Voltaram a ser registados níveis muito altos de pólen no ar em junho e início de julho, sem qualquer pico da covid-19 nessa altura, e novamente na altura do Natal, no final de dezembro - poucas semanas depois Portugal testemunharia o pico da terceira vaga da pandemia.
O que explica a maior taxa de contágio quando há maior concentração do pólen é o enfraquecimento da resposta imunitária a vírus respiratórios. Se o corpo tem mais ameaças à sua frente, e como o pólen é uma exposição que não conseguimos evitar devido ao reduzido tamanho das partículas, a capacidade do nosso organismo em responder à ameaça da covid-19 também será menor.
Embora o estudo aponte que temperaturas altas do verão podem levar a um maior número de infeções, este efeito do pólen é mais visível durante a primavera, uma vez que a temperatura do ar não é alta o suficiente para limitar o contágio viral, permitindo ao vírus da covid-19 sobreviver mais tempo na atmosfera, e as concentrações de pólen no ar estão no seu pico.
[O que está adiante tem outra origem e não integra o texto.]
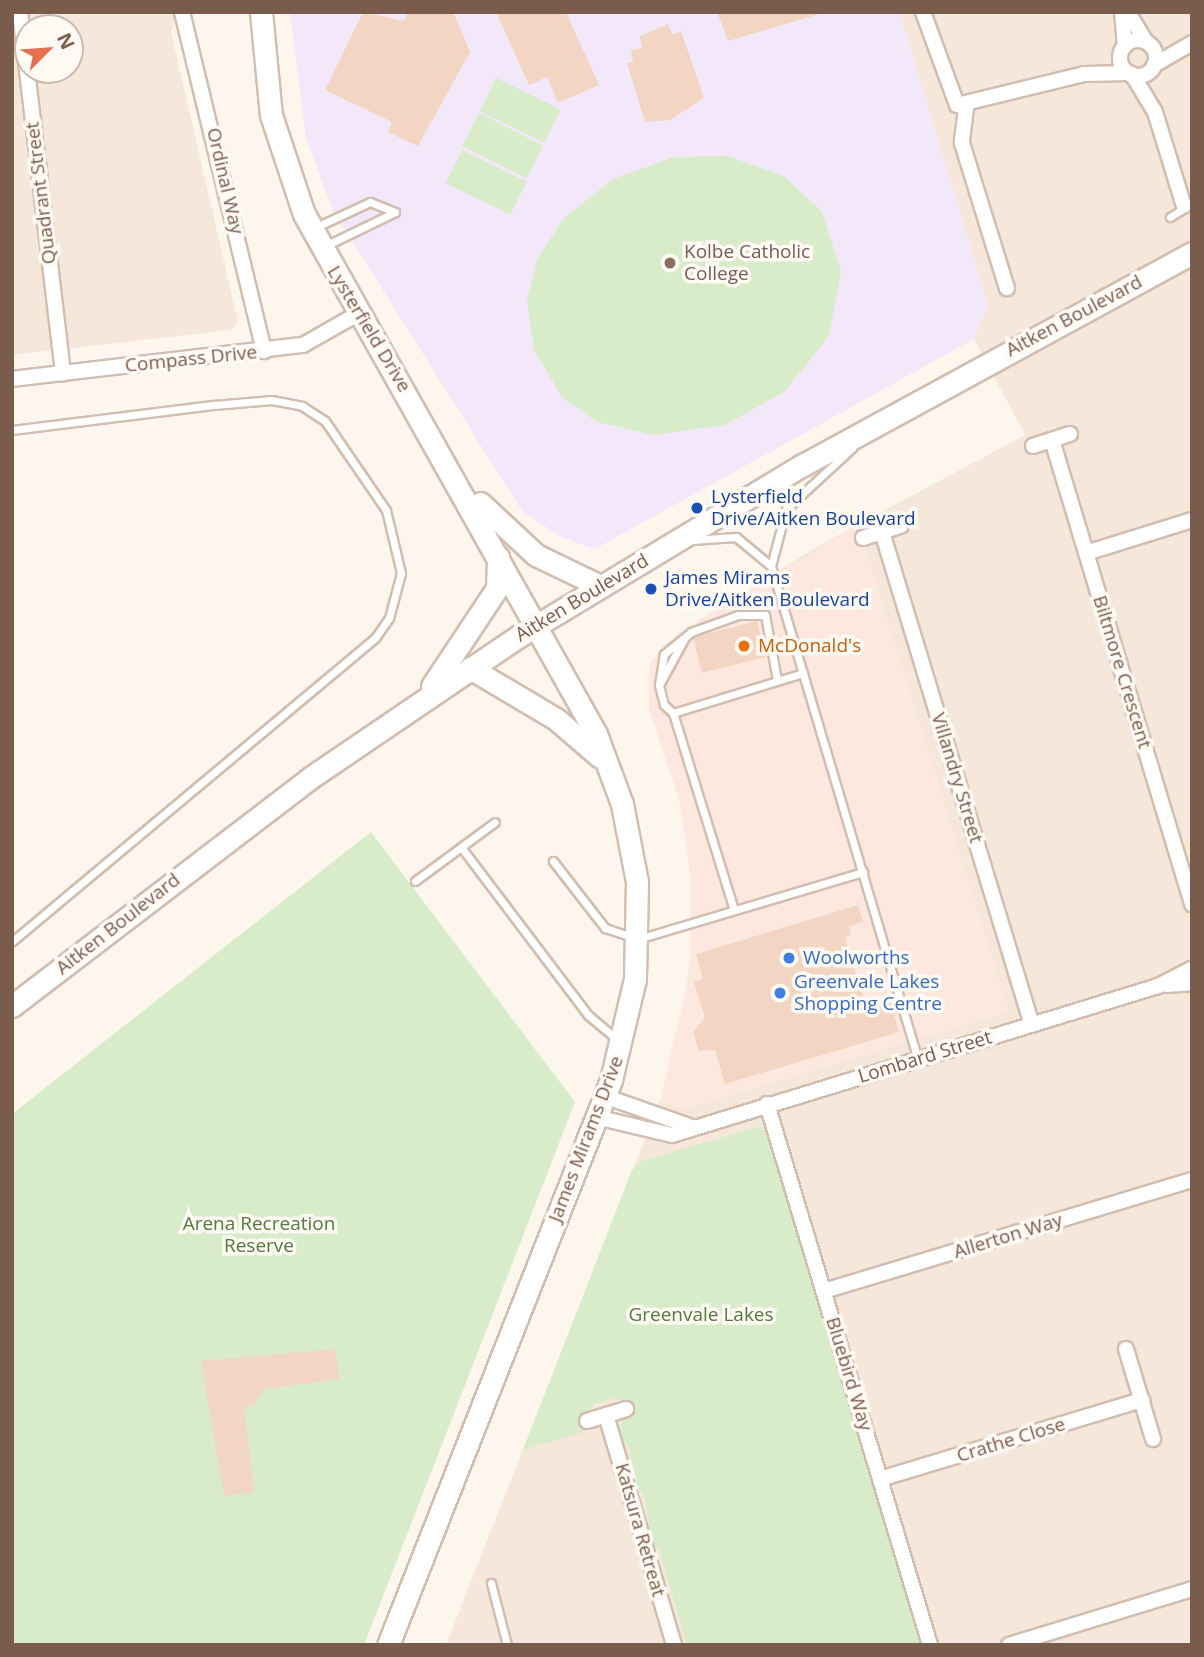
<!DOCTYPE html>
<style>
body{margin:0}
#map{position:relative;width:1204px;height:1657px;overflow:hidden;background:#fdf6ec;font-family:"Open Sans",sans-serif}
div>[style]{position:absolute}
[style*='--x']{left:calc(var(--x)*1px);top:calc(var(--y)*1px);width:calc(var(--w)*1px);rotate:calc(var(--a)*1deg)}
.residential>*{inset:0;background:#f5e8da}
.commercial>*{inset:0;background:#fde8e0}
.education>*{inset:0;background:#f3e8fa}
.green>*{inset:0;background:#d8ecc9;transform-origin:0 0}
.building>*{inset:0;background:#f3d5c3;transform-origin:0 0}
.roads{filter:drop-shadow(2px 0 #d1beb0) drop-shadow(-2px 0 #d1beb0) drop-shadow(0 2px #d1beb0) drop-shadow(0 -2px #d1beb0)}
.lane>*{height:7px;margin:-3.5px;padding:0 3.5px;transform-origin:3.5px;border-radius:3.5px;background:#fff}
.street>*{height:14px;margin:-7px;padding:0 7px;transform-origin:7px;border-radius:7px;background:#fff}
.street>.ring{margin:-7px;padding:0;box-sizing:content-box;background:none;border:14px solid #fff;border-radius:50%}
.secondary>*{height:21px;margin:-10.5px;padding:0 10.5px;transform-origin:10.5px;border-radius:10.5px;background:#fff}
.dots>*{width:19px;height:19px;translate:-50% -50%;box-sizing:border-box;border:4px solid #fffaf3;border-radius:50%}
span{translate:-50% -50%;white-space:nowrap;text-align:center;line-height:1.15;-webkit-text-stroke:7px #fffaf3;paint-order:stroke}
.street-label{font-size:19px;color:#7a5c4d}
.education-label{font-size:19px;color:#785e54}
.left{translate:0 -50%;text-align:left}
.transit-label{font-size:19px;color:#164399}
.food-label{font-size:19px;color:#c56008}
.shop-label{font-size:19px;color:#366cbe}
.park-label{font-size:19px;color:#537a41}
.frame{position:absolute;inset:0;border:14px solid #7a5c4d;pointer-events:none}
.north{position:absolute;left:14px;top:14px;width:70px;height:70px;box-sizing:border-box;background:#fffaf3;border:2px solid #cabbb1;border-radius:50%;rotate:65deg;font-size:19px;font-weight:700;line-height:28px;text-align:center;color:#7a5c4d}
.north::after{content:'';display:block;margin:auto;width:24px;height:32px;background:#e76f51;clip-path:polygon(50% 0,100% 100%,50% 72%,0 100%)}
</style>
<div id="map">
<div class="residential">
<i style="clip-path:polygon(evenodd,12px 12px,178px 12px,171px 32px,238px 322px,231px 330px,12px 355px,12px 12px,28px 28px,70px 28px,70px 70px,28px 70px,28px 28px)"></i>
<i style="clip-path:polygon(899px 12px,1192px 12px,1192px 1645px,446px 1645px,660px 1101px,680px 1031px,692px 948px,691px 877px,679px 799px,649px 708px,650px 663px,678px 634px,818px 546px,1025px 435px,974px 339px,988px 305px)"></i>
</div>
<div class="commercial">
<i style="clip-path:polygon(858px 525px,1009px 1012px,682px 1110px,660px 1101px,690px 972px,691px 877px,679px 799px,649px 708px,650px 663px,678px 634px)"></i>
</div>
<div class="education">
<i style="clip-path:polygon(899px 12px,988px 305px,974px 339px,595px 549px,561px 537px,522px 511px,333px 211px,306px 138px,290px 13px)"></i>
</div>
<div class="green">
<i style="left:496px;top:78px;width:72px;height:37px;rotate:26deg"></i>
<i style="left:479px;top:113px;width:72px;height:37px;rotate:27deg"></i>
<i style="left:462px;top:150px;width:72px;height:37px;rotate:26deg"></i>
<i style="clip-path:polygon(727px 156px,784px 176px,822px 212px,841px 271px,829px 336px,785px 391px,725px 425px,654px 435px,597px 422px,562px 397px,534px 350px,527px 301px,538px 258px,563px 219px,613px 179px,674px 157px)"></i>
<i style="clip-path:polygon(371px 832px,575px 1102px,364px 1645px,12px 1645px,12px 1114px)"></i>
<i style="clip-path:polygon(761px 1126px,768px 1137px,921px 1645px,687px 1645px,659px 1550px,652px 1545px,645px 1499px,634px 1482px,630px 1449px,620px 1435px,624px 1403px,616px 1398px,592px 1405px,586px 1431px,523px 1450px,632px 1170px,642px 1161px)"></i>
</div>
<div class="building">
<i style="clip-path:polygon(363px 12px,404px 21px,408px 12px,453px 12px,470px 52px,418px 146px,388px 132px,392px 122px,325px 90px)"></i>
<i style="clip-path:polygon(496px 12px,566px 12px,599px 85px,558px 103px,547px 77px,529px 85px)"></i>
<i style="clip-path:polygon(717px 12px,822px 12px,823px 13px,728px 41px)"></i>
<i style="clip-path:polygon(668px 24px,673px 35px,681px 31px,704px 98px,670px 120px,645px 122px,627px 63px,633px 62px,631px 50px,642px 48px,640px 36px)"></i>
<i style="left:757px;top:621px;width:37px;height:66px;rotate:76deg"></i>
<i style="clip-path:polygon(858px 905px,863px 922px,849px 926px,851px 935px,845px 937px,867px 1011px,891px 1003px,899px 1032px,725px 1084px,715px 1050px,699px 1051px,693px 1032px,705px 1018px,694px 982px,703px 979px,696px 954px)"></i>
<i style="clip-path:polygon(335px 1349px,339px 1379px,264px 1389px,253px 1406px,244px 1407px,254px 1492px,224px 1496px,201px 1361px)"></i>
</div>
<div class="roads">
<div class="lane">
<i style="--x:1170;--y:217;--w:26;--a:-32"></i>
<i style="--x:314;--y:228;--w:62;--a:-24.9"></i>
<i style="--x:370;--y:202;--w:27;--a:22"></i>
<i style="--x:323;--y:247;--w:80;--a:-25.9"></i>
<i style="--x:12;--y:430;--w:204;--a:-7.1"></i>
<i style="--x:214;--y:405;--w:58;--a:-4.9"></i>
<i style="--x:272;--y:400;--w:31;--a:11"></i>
<i style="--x:302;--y:406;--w:27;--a:33"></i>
<i style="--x:325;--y:421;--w:108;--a:55.6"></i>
<i style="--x:386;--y:510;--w:65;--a:76.6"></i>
<i style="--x:401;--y:573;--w:47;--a:104.9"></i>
<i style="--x:389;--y:618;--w:24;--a:125"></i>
<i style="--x:375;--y:638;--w:473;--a:140.1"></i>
<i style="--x:852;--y:448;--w:90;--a:137.3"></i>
<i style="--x:786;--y:509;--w:59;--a:104.7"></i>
<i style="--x:771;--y:566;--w:515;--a:73.43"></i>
<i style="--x:692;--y:540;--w:44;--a:-3.9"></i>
<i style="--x:736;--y:537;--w:45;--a:39.6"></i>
<i style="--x:659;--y:685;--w:52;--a:-61.5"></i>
<i style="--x:673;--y:713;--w:12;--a:-138"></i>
<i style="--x:664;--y:705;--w:21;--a:-104"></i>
<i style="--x:659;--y:685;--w:31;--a:-81"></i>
<i style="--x:664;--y:654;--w:35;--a:-39"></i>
<i style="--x:691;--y:632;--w:50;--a:-19.9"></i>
<i style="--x:738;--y:615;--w:27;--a:0"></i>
<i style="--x:765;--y:615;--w:66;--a:79.5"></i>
<i style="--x:461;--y:847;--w:211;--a:52.9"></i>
<i style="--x:588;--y:1015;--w:39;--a:40"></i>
<i style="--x:553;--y:861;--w:85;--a:52.2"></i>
<i style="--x:605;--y:928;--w:35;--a:18"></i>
<i style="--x:638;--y:939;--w:235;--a:-16.6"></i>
<i style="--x:415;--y:881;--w:99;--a:-36.4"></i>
<i style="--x:734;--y:910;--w:206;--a:-107.2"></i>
<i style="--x:673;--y:713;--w:136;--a:-17.1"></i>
<i style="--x:491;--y:1583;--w:64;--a:75.5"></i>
</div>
<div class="street">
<i style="--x:20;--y:12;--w:364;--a:83.2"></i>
<i style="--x:182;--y:12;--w:349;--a:76.4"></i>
<i style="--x:923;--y:12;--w:99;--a:69.9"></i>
<i style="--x:957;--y:105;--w:131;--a:-13.7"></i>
<i style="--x:1084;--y:74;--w:45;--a:-1.3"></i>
<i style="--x:1122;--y:12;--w:34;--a:85"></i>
<i style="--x:1128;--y:12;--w:35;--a:59"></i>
<i class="ring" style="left:1120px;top:40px;width:22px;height:22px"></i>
<i style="--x:1154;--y:65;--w:44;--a:-30.1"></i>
<i style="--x:1132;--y:74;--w:44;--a:58.8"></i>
<i style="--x:1155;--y:112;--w:98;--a:72.9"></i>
<i style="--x:966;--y:108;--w:35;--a:97"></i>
<i style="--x:962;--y:143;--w:152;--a:72.8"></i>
<i style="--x:12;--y:379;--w:293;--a:-6.7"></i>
<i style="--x:303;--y:345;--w:67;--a:-29.6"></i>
<i style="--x:1052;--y:440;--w:485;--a:73.2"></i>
<i style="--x:1033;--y:446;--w:39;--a:-18"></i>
<i style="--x:882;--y:532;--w:515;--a:73.08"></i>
<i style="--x:863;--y:538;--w:40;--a:-18"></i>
<i style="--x:1086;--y:553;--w:111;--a:-17.3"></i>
<i style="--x:1166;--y:985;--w:26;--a:-4"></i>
<i style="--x:604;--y:1096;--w:93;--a:19.4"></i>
<i style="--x:767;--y:1104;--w:565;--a:73.23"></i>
<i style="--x:596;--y:1117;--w:78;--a:13.3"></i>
<i style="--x:672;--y:1135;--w:508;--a:-17.04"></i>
<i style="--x:1158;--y:986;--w:38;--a:-27"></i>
<i style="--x:824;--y:1291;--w:384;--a:-16.8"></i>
<i style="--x:1126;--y:1349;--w:94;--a:73.3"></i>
<i style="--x:606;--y:1415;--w:240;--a:73.5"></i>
<i style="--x:587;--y:1421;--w:41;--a:-17.1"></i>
<i style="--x:880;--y:1479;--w:274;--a:-16.8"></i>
<i style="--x:1009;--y:1645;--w:191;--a:-17"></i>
</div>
<div class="secondary">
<i style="--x:261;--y:12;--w:103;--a:84.5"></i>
<i style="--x:271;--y:115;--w:104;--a:71.6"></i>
<i style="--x:304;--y:214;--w:596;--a:60.68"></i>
<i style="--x:596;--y:734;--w:75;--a:69.6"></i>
<i style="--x:622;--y:804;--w:79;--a:79.1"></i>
<i style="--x:637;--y:882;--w:97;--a:91.2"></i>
<i style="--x:635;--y:979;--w:104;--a:103.4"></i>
<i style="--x:611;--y:1080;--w:607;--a:111.54"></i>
<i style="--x:480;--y:503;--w:76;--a:42.9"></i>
<i style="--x:536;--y:555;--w:71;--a:25.8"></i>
<i style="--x:470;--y:668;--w:100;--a:30.7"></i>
<i style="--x:556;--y:719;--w:57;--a:40.7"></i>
<i style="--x:432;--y:686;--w:118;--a:-56.4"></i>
<i style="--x:497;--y:588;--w:31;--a:-88"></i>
<i style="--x:12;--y:1006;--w:375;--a:-37.4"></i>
<i style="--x:310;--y:778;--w:253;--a:-34.2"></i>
<i style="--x:519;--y:636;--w:332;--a:-31.1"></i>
<i style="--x:803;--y:465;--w:443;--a:-28.6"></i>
</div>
</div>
<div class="dots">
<i style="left:670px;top:263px;background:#8d6e63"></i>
<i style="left:697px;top:508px;background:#1a4fb4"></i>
<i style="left:651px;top:589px;background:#1a4fb4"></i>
<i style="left:744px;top:646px;background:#e8710a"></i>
<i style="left:789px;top:958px;background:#3f7fe0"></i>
<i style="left:780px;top:993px;background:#3f7fe0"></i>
</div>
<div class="street-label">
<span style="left:225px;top:181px;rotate:77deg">Ordinal Way</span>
<span style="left:41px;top:193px;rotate:-97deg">Quadrant Street</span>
<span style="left:1074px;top:316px;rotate:-28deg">Aitken Boulevard</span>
<span style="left:369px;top:329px;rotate:59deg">Lysterfield Drive</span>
<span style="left:191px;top:359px;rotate:-6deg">Compass Drive</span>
<span style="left:582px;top:598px;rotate:-31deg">Aitken Boulevard</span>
<span style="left:1122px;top:672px;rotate:73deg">Biltmore Crescent</span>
<span style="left:957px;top:778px;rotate:73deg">Villandry Street</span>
<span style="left:118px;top:924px;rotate:-38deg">Aitken Boulevard</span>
<span style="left:925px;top:1057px;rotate:-17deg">Lombard Street</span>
<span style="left:586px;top:1139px;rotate:-69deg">James Mirams Drive</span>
<span style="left:1008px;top:1236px;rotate:-17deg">Allerton Way</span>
<span style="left:849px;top:1374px;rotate:73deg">Bluebird Way</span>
<span style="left:1011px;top:1440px;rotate:-17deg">Crathe Close</span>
<span style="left:640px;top:1530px;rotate:74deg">Katsura Retreat</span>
</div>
<div class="education-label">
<span class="left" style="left:684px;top:263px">Kolbe Catholic<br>College</span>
</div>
<div class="transit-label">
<span class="left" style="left:711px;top:508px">Lysterfield<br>Drive/Aitken Boulevard</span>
<span class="left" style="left:665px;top:589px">James Mirams<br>Drive/Aitken Boulevard</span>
</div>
<div class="food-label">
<span class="left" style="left:758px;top:646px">McDonald's</span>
</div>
<div class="shop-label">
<span class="left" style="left:803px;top:958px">Woolworths</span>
<span class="left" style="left:794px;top:993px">Greenvale Lakes<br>Shopping Centre</span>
</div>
<div class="park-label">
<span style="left:259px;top:1235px">Arena Recreation<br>Reserve</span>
<span style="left:701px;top:1315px">Greenvale Lakes</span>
</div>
<div class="frame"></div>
<div class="north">N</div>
</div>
Investigadores alertam também que se trata da concentração do pólen no ar, e não afeta especificamente pessoas alérgicas aos pólenes. Apesar de ser mais provável o desenvolvimento de infeções respiratórias em doentes alérgicos, o mesmo não acontece no caso da covid-19, em que o risco de contágio não é maior, aumentando apenas a gravidade dos sintomas. O risco, segundo o estudo, é global, pois refere-se à inalação do pólen, e não à resposta do organismo - que provoca a alergia - a ele.